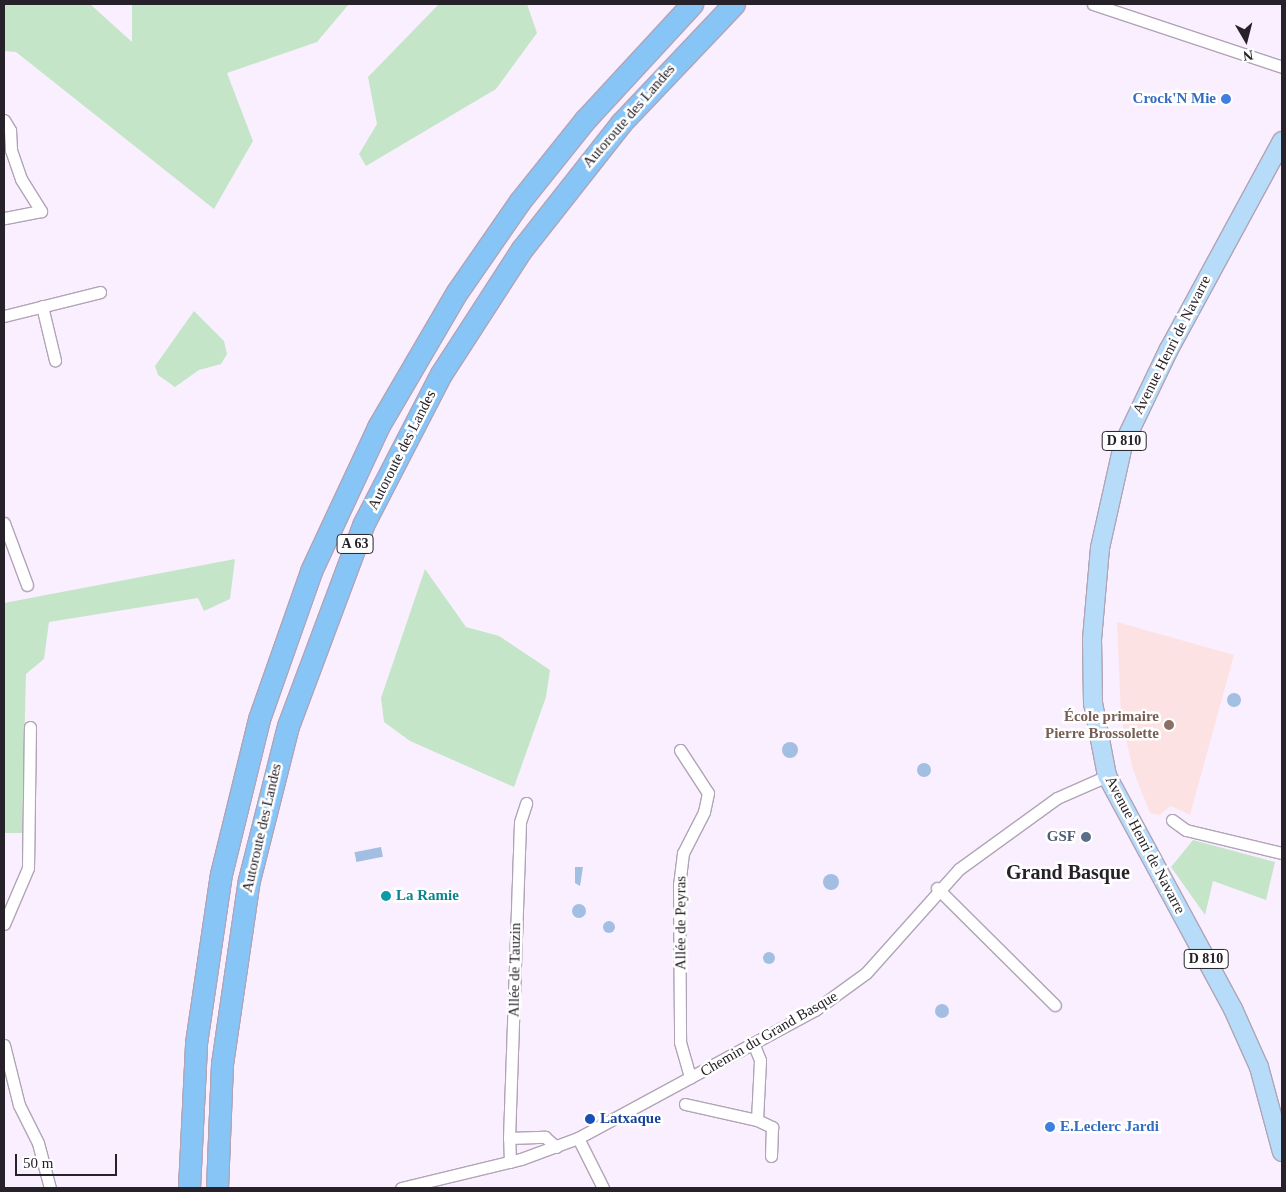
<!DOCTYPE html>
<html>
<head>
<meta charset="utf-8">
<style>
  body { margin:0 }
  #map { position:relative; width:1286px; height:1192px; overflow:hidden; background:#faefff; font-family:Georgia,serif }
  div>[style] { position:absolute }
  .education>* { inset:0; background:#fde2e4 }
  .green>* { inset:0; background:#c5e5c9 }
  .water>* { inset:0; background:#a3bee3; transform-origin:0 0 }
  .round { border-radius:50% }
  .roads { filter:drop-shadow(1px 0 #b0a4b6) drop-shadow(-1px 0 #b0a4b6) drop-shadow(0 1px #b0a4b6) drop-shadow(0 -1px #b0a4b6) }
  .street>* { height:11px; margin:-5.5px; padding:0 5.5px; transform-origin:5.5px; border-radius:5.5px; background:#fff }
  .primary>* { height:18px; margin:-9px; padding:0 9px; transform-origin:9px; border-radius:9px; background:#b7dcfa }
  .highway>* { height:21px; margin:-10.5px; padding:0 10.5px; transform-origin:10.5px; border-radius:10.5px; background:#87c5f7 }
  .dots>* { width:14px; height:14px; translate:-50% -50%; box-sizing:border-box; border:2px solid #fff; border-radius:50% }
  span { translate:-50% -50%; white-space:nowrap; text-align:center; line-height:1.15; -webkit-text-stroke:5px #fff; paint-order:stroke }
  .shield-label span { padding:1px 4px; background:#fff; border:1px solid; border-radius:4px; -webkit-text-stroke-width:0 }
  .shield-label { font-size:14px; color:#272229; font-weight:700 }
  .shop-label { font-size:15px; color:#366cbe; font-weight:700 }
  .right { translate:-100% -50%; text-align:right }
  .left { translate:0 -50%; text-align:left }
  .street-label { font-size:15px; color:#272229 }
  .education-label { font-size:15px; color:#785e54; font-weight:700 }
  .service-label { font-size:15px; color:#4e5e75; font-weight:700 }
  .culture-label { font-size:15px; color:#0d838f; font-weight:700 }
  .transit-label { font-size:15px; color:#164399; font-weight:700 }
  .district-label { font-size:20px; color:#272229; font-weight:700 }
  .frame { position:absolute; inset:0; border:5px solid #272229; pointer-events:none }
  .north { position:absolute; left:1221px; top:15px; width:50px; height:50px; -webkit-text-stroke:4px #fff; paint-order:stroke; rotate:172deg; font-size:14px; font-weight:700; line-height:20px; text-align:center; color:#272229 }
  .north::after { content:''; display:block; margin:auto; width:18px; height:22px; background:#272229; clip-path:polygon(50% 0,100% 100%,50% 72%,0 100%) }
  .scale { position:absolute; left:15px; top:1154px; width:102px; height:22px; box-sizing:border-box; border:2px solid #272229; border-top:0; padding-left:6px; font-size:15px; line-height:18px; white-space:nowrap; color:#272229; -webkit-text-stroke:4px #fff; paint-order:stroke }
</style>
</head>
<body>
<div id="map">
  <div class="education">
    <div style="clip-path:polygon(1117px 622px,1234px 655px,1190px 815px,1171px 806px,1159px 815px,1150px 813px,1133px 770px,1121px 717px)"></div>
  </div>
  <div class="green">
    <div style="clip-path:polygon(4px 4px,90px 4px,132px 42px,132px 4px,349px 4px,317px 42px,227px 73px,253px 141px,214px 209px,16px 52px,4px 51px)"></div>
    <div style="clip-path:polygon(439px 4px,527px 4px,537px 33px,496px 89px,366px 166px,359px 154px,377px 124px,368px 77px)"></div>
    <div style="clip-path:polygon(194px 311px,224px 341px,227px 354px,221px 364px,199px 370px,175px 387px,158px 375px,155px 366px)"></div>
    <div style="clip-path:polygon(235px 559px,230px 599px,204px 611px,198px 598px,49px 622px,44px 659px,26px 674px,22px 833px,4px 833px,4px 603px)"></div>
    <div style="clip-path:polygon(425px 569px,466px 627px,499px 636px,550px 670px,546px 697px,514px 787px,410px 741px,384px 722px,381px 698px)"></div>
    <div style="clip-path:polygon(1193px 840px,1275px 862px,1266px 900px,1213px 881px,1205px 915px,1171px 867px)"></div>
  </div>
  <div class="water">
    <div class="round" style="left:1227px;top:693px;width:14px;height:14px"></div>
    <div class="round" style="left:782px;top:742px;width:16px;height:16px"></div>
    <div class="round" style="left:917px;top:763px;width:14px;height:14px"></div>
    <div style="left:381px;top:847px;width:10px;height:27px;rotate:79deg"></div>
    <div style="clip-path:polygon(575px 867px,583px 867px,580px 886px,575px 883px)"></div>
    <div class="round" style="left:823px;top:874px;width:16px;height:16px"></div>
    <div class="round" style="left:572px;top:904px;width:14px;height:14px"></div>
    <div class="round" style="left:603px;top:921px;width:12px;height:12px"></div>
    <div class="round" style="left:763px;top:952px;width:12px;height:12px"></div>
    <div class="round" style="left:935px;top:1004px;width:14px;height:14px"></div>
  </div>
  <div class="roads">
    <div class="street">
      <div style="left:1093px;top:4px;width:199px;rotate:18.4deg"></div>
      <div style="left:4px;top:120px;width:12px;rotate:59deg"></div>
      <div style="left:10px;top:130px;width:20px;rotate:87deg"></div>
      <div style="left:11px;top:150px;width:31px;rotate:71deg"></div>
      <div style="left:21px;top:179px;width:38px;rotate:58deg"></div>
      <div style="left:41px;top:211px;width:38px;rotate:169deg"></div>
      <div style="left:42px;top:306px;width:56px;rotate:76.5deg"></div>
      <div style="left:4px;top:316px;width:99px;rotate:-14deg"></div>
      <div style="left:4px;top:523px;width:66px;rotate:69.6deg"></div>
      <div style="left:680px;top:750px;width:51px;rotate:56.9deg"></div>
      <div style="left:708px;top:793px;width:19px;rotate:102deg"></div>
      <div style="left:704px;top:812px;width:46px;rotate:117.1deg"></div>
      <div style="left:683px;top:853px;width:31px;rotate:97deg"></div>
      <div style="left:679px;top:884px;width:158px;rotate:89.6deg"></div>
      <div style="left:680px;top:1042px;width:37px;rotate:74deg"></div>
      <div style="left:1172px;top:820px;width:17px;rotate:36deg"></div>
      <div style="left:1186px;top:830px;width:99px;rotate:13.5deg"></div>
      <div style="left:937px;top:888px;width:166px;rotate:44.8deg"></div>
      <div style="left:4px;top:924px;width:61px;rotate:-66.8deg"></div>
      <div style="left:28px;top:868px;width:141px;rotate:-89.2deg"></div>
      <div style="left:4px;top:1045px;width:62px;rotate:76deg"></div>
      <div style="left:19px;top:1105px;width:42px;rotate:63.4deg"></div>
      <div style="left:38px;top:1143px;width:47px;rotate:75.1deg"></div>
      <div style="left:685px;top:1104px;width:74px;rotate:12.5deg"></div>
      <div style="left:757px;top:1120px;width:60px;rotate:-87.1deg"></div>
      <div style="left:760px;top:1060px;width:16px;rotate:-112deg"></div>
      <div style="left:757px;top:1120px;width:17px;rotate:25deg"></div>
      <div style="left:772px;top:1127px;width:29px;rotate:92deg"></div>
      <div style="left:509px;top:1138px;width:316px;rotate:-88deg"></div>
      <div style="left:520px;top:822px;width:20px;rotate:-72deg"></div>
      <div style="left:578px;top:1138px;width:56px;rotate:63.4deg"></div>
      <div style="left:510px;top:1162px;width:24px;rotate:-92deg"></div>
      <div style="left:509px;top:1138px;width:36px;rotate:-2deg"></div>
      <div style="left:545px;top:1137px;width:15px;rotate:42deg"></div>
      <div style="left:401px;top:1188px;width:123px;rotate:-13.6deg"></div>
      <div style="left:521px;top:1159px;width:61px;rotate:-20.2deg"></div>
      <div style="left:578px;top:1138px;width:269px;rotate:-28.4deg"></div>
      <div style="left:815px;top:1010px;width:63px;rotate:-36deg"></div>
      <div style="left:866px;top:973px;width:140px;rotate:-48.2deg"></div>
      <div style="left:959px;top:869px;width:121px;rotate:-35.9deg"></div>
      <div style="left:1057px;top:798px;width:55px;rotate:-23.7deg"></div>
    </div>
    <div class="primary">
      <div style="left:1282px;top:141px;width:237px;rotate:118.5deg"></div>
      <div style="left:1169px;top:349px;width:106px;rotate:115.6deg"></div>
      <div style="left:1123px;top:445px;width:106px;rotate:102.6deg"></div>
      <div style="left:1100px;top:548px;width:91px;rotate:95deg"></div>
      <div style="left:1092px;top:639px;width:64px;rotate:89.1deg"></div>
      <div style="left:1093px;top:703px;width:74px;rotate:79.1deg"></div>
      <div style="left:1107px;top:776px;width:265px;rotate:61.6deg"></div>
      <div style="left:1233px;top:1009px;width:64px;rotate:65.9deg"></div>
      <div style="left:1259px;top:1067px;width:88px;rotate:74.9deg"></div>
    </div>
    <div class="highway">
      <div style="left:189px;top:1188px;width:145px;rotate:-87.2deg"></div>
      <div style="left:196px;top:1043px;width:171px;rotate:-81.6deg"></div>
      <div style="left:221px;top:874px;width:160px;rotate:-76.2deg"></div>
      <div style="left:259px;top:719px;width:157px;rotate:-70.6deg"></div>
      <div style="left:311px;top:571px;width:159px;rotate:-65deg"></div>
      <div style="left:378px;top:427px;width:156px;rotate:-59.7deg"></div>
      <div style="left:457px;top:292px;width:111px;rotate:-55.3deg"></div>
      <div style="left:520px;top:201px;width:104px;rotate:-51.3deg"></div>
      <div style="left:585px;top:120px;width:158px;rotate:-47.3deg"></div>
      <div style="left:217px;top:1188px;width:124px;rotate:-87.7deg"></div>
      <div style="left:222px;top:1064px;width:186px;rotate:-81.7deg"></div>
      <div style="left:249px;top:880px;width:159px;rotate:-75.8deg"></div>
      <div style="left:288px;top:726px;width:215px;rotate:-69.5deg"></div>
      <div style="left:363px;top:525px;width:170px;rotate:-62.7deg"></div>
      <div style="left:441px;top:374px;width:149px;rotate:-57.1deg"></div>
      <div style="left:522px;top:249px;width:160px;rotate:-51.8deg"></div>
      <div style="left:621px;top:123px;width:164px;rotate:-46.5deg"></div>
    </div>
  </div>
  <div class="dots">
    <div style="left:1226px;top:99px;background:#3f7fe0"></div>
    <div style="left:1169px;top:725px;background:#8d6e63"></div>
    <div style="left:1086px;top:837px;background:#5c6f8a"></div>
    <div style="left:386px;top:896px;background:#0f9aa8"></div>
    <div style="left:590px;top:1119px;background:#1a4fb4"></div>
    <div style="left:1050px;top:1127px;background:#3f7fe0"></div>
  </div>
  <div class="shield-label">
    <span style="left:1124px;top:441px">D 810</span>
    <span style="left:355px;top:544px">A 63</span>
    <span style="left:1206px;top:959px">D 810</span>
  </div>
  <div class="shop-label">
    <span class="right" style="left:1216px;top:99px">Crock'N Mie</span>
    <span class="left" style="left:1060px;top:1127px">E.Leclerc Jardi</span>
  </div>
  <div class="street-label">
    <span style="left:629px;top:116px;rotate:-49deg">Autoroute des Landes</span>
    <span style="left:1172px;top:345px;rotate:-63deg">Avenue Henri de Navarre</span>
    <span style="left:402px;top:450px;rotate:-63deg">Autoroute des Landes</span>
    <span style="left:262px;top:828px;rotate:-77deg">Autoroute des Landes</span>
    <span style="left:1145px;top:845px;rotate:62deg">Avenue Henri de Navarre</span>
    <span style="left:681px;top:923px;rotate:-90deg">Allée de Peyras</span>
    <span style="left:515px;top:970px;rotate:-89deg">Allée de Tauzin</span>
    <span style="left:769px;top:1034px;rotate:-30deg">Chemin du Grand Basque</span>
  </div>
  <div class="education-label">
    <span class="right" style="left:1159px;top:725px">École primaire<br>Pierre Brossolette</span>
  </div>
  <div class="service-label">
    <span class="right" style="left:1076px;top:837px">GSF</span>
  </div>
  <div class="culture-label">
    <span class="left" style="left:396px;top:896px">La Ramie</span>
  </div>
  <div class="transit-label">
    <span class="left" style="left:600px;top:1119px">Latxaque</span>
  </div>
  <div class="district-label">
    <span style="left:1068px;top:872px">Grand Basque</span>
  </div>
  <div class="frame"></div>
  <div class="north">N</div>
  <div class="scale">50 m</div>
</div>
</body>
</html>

========================

WHAT THE EXERCISE ASKS.
Scan the records above for the string "roads", then report every line that contains it.

SOLUTION TO THIS TASK.
  .roads { filter:drop-shadow(1px 0 #b0a4b6) drop-shadow(-1px 0 #b0a4b6) drop-shadow(0 1px #b0a4b6) drop-shadow(0 -1px #b0a4b6) }
  <div class="roads">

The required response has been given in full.